THE TASK:
A faithful, word-for-word transcription of all the data is what is needed.

DATASET RECORDS:
——————————
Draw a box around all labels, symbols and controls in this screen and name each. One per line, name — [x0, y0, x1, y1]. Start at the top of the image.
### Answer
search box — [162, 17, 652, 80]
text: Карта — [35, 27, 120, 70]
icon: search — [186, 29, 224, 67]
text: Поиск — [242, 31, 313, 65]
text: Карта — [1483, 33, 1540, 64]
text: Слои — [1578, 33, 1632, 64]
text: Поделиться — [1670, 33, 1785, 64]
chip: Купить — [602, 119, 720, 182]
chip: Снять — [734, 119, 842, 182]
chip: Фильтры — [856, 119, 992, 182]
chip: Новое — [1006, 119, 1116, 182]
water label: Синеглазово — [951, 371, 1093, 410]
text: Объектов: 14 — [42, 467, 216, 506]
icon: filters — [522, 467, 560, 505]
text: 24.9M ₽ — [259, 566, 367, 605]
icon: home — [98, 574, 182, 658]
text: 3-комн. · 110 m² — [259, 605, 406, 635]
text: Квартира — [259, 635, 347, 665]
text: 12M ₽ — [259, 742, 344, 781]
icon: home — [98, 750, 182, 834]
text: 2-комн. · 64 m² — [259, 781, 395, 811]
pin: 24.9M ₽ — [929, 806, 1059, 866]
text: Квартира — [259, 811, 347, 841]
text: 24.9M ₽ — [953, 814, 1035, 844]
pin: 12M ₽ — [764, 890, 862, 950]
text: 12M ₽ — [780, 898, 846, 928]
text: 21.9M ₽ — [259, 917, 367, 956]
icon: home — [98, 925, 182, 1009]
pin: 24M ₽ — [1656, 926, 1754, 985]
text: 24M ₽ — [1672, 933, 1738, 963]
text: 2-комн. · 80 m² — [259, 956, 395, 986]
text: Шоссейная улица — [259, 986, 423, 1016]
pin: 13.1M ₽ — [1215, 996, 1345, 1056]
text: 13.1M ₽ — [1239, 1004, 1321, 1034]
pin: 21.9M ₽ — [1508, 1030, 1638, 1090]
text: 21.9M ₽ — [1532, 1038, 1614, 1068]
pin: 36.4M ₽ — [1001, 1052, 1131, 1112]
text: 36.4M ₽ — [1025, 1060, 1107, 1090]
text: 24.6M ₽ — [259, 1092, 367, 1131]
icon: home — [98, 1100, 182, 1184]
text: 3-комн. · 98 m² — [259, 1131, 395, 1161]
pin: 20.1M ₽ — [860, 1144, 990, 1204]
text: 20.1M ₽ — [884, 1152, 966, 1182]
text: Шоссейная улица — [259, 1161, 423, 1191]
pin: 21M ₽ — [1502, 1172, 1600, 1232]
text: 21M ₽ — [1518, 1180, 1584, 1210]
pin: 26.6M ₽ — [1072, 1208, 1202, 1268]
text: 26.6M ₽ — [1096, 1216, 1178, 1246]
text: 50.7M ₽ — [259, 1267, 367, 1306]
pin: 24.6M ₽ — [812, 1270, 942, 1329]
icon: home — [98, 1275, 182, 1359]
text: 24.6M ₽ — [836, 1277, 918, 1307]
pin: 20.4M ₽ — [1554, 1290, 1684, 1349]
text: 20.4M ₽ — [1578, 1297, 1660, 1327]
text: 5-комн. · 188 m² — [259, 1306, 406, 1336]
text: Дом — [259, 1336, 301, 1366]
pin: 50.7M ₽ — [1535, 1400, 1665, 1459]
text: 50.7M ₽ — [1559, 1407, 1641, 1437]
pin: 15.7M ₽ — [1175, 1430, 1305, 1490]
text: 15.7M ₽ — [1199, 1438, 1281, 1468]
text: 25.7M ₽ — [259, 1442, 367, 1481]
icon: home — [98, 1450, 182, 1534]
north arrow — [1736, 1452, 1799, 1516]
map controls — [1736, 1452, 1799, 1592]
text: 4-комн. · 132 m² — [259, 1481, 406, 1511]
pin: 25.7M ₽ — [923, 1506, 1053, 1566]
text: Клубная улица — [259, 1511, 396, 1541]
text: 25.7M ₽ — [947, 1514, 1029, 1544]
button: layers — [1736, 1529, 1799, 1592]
——————————
EXPECTED OUTPUT:
Draw a box around all labels, symbols and controls in this screen and name each. One per line, name — [x0, y0, x1, y1]. Start at the top of the image.
### Answer
search box — [162, 17, 652, 80]
text: Карта — [35, 27, 120, 70]
icon: search — [186, 29, 224, 67]
text: Поиск — [242, 31, 313, 65]
text: Карта — [1483, 33, 1540, 64]
text: Слои — [1578, 33, 1632, 64]
text: Поделиться — [1670, 33, 1785, 64]
chip: Купить — [602, 119, 720, 182]
chip: Снять — [734, 119, 842, 182]
chip: Фильтры — [856, 119, 992, 182]
chip: Новое — [1006, 119, 1116, 182]
water label: Синеглазово — [951, 371, 1093, 410]
text: Объектов: 14 — [42, 467, 216, 506]
icon: filters — [522, 467, 560, 505]
text: 24.9M ₽ — [259, 566, 367, 605]
icon: home — [98, 574, 182, 658]
text: 3-комн. · 110 m² — [259, 605, 406, 635]
text: Квартира — [259, 635, 347, 665]
text: 12M ₽ — [259, 742, 344, 781]
icon: home — [98, 750, 182, 834]
text: 2-комн. · 64 m² — [259, 781, 395, 811]
pin: 24.9M ₽ — [929, 806, 1059, 866]
text: Квартира — [259, 811, 347, 841]
text: 24.9M ₽ — [953, 814, 1035, 844]
pin: 12M ₽ — [764, 890, 862, 950]
text: 12M ₽ — [780, 898, 846, 928]
text: 21.9M ₽ — [259, 917, 367, 956]
icon: home — [98, 925, 182, 1009]
pin: 24M ₽ — [1656, 926, 1754, 985]
text: 24M ₽ — [1672, 933, 1738, 963]
text: 2-комн. · 80 m² — [259, 956, 395, 986]
text: Шоссейная улица — [259, 986, 423, 1016]
pin: 13.1M ₽ — [1215, 996, 1345, 1056]
text: 13.1M ₽ — [1239, 1004, 1321, 1034]
pin: 21.9M ₽ — [1508, 1030, 1638, 1090]
text: 21.9M ₽ — [1532, 1038, 1614, 1068]
pin: 36.4M ₽ — [1001, 1052, 1131, 1112]
text: 36.4M ₽ — [1025, 1060, 1107, 1090]
text: 24.6M ₽ — [259, 1092, 367, 1131]
icon: home — [98, 1100, 182, 1184]
text: 3-комн. · 98 m² — [259, 1131, 395, 1161]
pin: 20.1M ₽ — [860, 1144, 990, 1204]
text: 20.1M ₽ — [884, 1152, 966, 1182]
text: Шоссейная улица — [259, 1161, 423, 1191]
pin: 21M ₽ — [1502, 1172, 1600, 1232]
text: 21M ₽ — [1518, 1180, 1584, 1210]
pin: 26.6M ₽ — [1072, 1208, 1202, 1268]
text: 26.6M ₽ — [1096, 1216, 1178, 1246]
text: 50.7M ₽ — [259, 1267, 367, 1306]
pin: 24.6M ₽ — [812, 1270, 942, 1329]
icon: home — [98, 1275, 182, 1359]
text: 24.6M ₽ — [836, 1277, 918, 1307]
pin: 20.4M ₽ — [1554, 1290, 1684, 1349]
text: 20.4M ₽ — [1578, 1297, 1660, 1327]
text: 5-комн. · 188 m² — [259, 1306, 406, 1336]
text: Дом — [259, 1336, 301, 1366]
pin: 50.7M ₽ — [1535, 1400, 1665, 1459]
text: 50.7M ₽ — [1559, 1407, 1641, 1437]
pin: 15.7M ₽ — [1175, 1430, 1305, 1490]
text: 15.7M ₽ — [1199, 1438, 1281, 1468]
text: 25.7M ₽ — [259, 1442, 367, 1481]
icon: home — [98, 1450, 182, 1534]
north arrow — [1736, 1452, 1799, 1516]
map controls — [1736, 1452, 1799, 1592]
text: 4-комн. · 132 m² — [259, 1481, 406, 1511]
pin: 25.7M ₽ — [923, 1506, 1053, 1566]
text: Клубная улица — [259, 1511, 396, 1541]
text: 25.7M ₽ — [947, 1514, 1029, 1544]
button: layers — [1736, 1529, 1799, 1592]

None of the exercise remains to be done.